Am I so transparent?

Thursday, January 10, 2008

Changing

The change was like noticing that you have grown, so subtle that it went unnoticed but dramatic when brought to your attention.

As we spoke on the phone late one night, she casually made reference to our distant future. Consoling me over the recent sale of my car, she said, “Don’t worry. We’ll have another car one day.”

Perhaps it was my sleepiness that lowered my guard. But instead of hearing the plural pronoun—embroidered into the fabric of the future tense—instead of hearing it like a bad cell phone connection, I registered it but responded as if it were as innocuous as an apostrophe collapsing two words into an efficient contraction. This sleepy concession, however, surprised me. When had I stopped fighting? When had I stopped being afraid of the echoes of a simple consolation such as this? How long before I could easily concede references to our home, or to our children, and their implications?

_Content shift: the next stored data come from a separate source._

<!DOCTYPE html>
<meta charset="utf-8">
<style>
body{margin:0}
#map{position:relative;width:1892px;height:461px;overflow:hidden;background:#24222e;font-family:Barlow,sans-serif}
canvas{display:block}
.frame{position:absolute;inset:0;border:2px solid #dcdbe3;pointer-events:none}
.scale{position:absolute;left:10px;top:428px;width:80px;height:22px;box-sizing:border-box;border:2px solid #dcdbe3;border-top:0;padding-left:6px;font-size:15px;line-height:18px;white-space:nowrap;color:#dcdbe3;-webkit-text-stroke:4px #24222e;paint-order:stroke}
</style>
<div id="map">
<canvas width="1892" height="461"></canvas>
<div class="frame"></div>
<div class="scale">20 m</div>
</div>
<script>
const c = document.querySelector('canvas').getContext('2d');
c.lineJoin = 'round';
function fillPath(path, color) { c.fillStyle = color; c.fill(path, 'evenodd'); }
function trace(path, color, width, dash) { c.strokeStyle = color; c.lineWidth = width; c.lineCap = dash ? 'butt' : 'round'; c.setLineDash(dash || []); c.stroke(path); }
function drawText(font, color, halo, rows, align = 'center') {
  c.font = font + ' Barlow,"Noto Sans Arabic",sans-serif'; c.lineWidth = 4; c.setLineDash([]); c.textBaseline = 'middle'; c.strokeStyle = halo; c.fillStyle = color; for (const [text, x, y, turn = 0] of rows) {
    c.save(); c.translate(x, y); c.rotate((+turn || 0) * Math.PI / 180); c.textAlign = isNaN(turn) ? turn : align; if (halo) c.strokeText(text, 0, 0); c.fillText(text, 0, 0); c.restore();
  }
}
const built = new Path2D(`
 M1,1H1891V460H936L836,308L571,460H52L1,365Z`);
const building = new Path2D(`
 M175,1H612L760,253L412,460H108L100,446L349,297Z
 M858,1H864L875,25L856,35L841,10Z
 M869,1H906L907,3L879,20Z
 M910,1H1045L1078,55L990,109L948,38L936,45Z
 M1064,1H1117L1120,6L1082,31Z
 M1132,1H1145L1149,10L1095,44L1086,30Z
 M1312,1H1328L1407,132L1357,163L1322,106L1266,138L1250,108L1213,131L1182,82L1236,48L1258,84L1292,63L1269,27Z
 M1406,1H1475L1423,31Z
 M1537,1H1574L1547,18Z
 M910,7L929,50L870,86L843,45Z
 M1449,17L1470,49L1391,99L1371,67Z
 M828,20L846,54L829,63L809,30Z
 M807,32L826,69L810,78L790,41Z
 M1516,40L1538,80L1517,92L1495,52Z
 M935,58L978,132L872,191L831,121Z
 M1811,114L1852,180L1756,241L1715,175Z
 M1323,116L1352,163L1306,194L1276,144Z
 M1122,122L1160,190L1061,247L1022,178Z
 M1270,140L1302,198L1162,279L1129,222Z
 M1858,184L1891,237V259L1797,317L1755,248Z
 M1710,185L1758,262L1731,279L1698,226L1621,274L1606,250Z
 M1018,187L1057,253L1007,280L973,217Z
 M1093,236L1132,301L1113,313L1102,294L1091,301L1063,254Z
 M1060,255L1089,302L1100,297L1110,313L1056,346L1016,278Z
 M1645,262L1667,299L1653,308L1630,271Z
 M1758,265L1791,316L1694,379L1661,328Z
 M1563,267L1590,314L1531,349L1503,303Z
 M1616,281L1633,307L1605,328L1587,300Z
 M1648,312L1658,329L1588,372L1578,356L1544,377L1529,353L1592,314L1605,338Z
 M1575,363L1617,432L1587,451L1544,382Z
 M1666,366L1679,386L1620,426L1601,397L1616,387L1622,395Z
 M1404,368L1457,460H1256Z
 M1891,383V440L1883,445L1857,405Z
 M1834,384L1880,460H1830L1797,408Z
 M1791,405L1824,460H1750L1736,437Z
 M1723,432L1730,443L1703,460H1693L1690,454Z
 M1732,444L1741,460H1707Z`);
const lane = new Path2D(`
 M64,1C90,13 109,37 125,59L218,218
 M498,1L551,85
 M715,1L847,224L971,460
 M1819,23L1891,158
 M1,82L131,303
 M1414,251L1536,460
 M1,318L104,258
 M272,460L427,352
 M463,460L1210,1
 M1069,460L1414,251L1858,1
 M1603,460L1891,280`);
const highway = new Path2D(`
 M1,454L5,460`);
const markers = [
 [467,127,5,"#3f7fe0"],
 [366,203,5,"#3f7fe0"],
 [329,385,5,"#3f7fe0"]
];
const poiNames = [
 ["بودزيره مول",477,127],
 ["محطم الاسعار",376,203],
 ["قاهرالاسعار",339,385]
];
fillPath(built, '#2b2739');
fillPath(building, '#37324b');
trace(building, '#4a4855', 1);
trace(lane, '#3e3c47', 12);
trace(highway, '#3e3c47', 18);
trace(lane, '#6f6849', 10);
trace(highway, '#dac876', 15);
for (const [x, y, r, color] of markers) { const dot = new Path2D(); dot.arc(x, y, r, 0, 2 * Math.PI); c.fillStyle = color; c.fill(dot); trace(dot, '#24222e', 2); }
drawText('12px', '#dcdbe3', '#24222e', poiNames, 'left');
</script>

Merely weeks ago I would have teased her over such unguarded word choice, parroting the phrase with the inflexion of a question, emphasis on the conspicuous pronoun. And she might have done the same, both of us, in this way, guarding our independence and vulnerability. In fact, it had become some kind of game that we’d play, speaking circuitously to maintain an ambiguity about the possibility of our futures together. We’d both diligently serve as both player and referee, despite all the signs suggesting that our long term intentions were the same.

But this night, I didn’t play, and neither did she. I simply let the reference and its implications pass over me like the sleepiness to which I was slowly succumbing. And though this indicated a definite change, that night at least, it went unacknowledged, both of us still guarding our vulnerability.